DATA IN THIS EXERCISE:

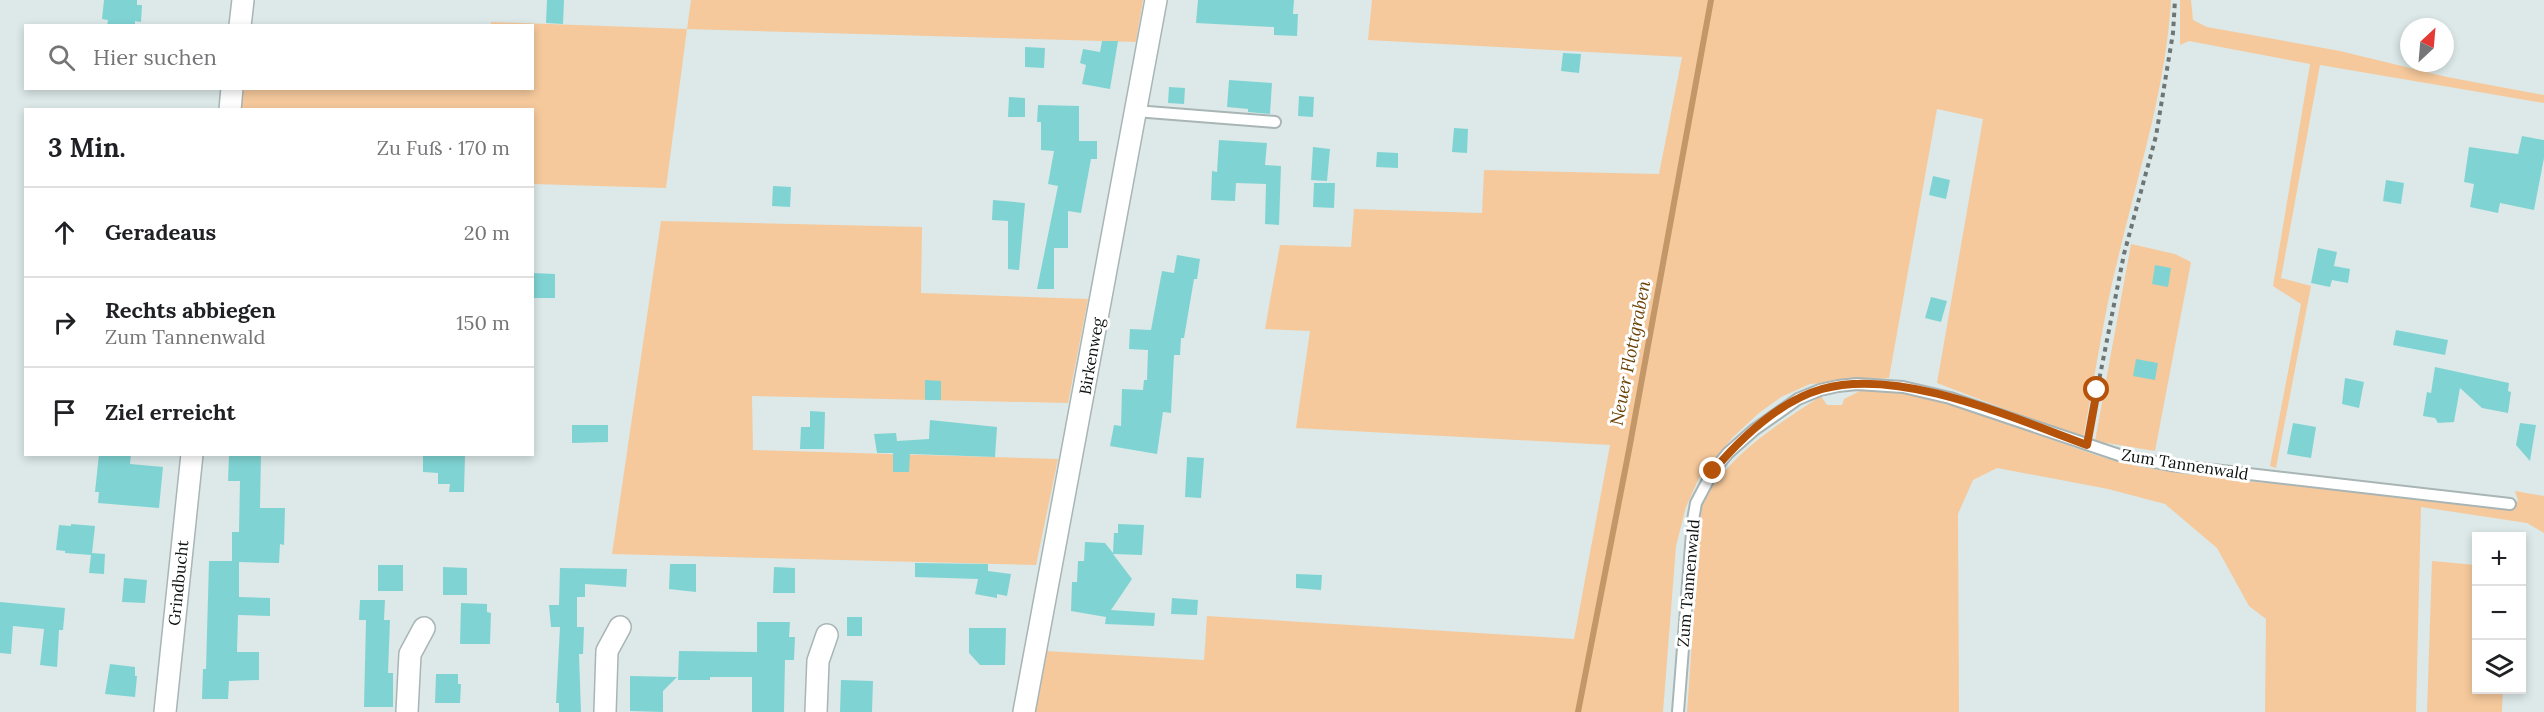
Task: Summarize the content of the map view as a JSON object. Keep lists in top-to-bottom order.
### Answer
{
  "streets": {
    "street": ["Birkenweg", "Grindbucht"],
    "lane": ["Zum Tannenwald"]
  },
  "water": ["Neuer Flottgraben"],
  "north": "top right",
  "page": {
    "search": "Hier suchen",
    "heading": ["3 Min.", "Zu Fuß · 170 m"],
    "list": [
      ["Geradeaus", "20 m"],
      ["Rechts abbiegen", "Zum Tannenwald", "150 m"],
      "Ziel erreicht"
    ],
    "map_buttons": ["+", "−"]
  }
}
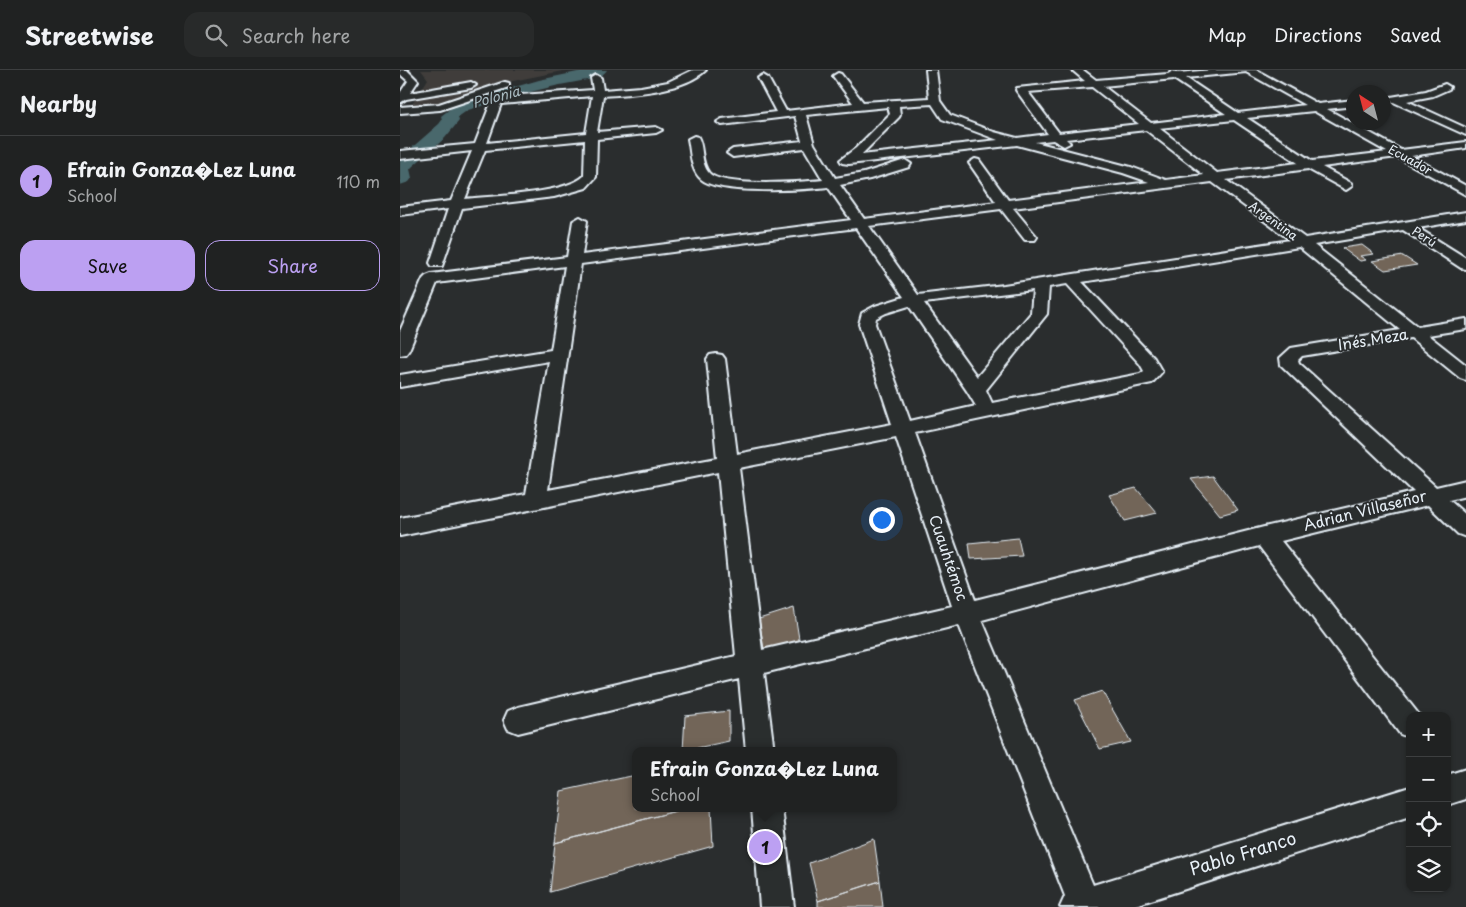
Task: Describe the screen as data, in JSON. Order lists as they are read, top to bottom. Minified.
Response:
{"streets":{"street":["Ecuador","Argentina","Perú","Inés Meza","Adrian Villaseñor","Cuauhtémoc","Pablo Franco"]},"crossings":[["Argentina","Inés Meza"],["Inés Meza","Adrian Villaseñor"],["Adrian Villaseñor","Cuauhtémoc"],["Cuauhtémoc","Pablo Franco"]],"water":["Polonia"],"north":"top left","page":{"header":"Streetwise","search":"Search here","nav":["Map","Directions","Saved"],"heading":"Nearby","list":[{"mark":"1","name":"Efrain Gonza�Lez Luna","note":"School","value":"110 m"}],"buttons":["Save","Share"],"map_buttons":["+","−"],"popup":["Efrain Gonza�Lez Luna","School"],"pins":"1"}}
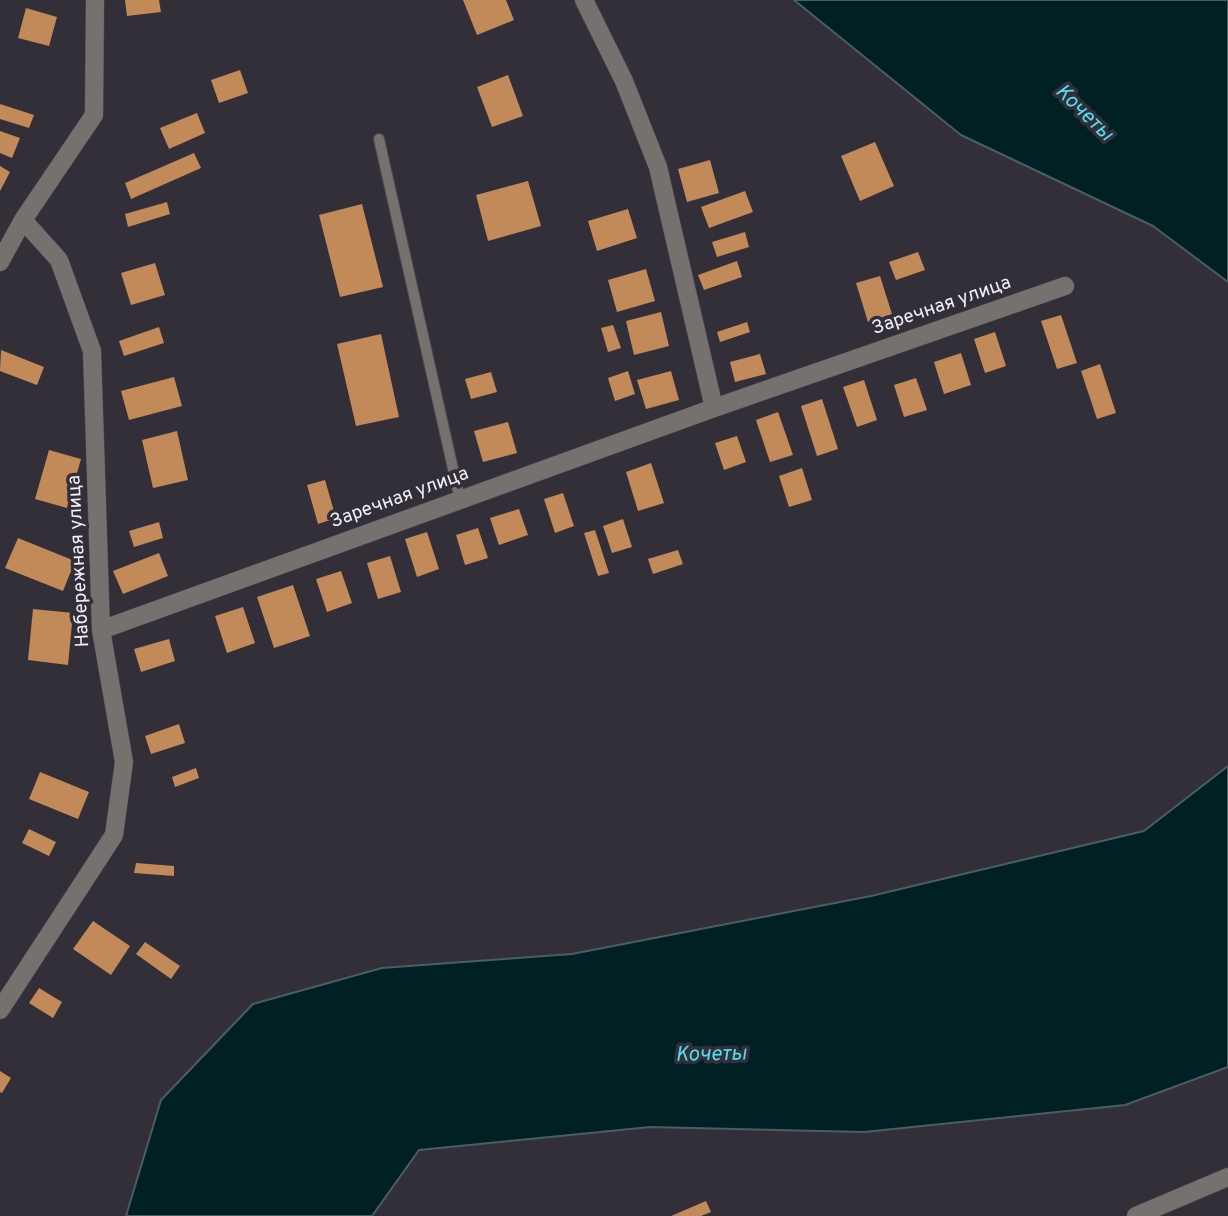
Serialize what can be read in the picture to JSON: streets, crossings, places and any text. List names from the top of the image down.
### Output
{
  "streets": {
    "street": ["Заречная улица", "Набережная улица"]
  },
  "crossings": [
    ["Заречная улица", "Набережная улица"]
  ],
  "water": ["Кочеты"]
}
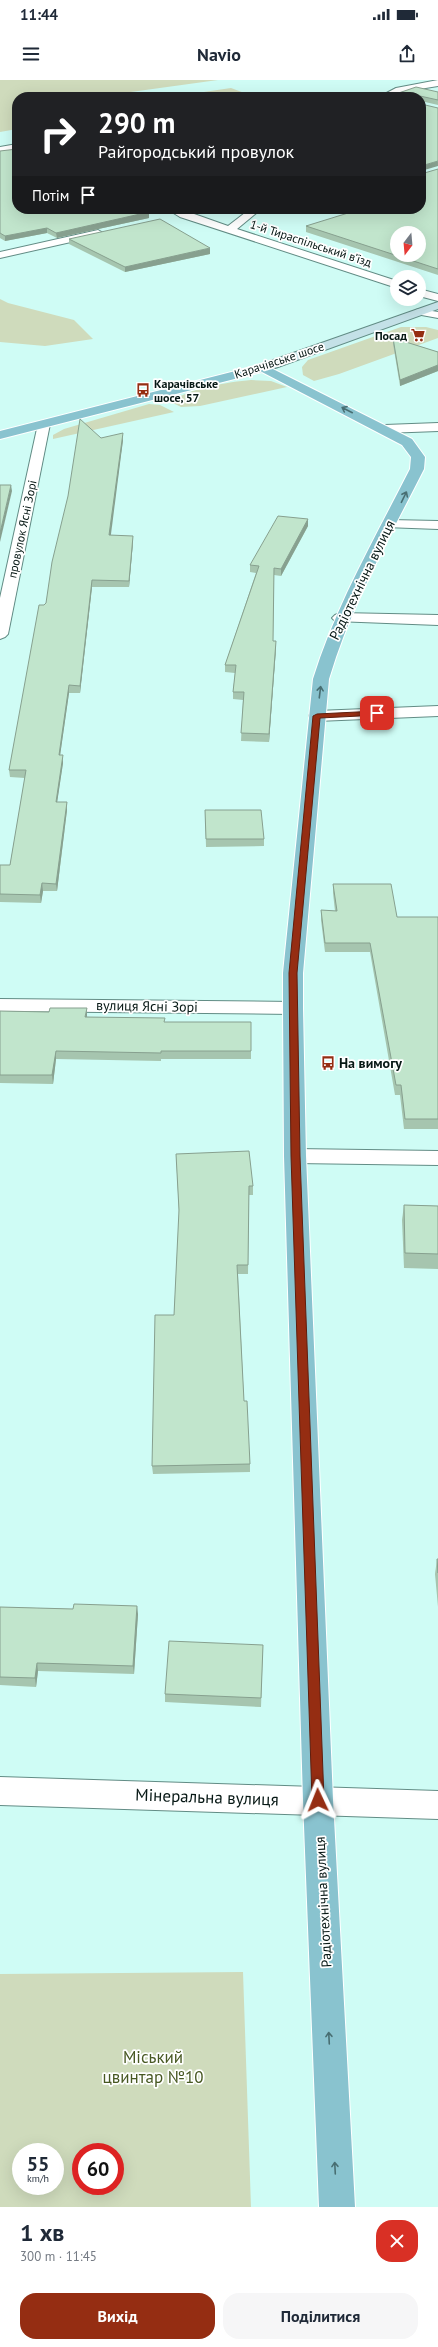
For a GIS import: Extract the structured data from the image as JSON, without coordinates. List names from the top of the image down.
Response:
{
  "streets": {
    "main road": ["Карачівське шосе", "Радіотехнічна вулиця"],
    "street": [
      "1-й Тираспільський в’їзд",
      "провулок Ясні Зорі",
      "вулиця Ясні Зорі",
      "Мінеральна вулиця"
    ]
  },
  "crossings": [
    ["Карачівське шосе", "провулок Ясні Зорі"],
    ["Карачівське шосе", "Радіотехнічна вулиця"],
    ["Радіотехнічна вулиця", "вулиця Ясні Зорі"],
    ["Радіотехнічна вулиця", "Мінеральна вулиця"]
  ],
  "parks": ["Міський цвинтар №10"],
  "places": {
    "supermarket": ["Посад"],
    "bus stop": ["Карачівське шосе, 57", "На вимогу"]
  },
  "north": "bottom",
  "page": {
    "status": "11:44",
    "header": "Navio",
    "turn": ["290 m", "Райгородський провулок"],
    "then": "Потім",
    "speed": "55 km/h",
    "limit": "60",
    "heading": ["1 хв", "300 m · 11:45"],
    "buttons": ["Вихід", "Поділитися"]
  }
}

EXERCISE: What the answer needs is every line from the data above with "down" in it.

ANSWER TO THIS TASK:
Serialize what can be read in the picture to JSON: streets, crossings, places and any text. List names from the top of the image down.
For a GIS import: Extract the structured data from the image as JSON, without coordinates. List names from the top of the image down.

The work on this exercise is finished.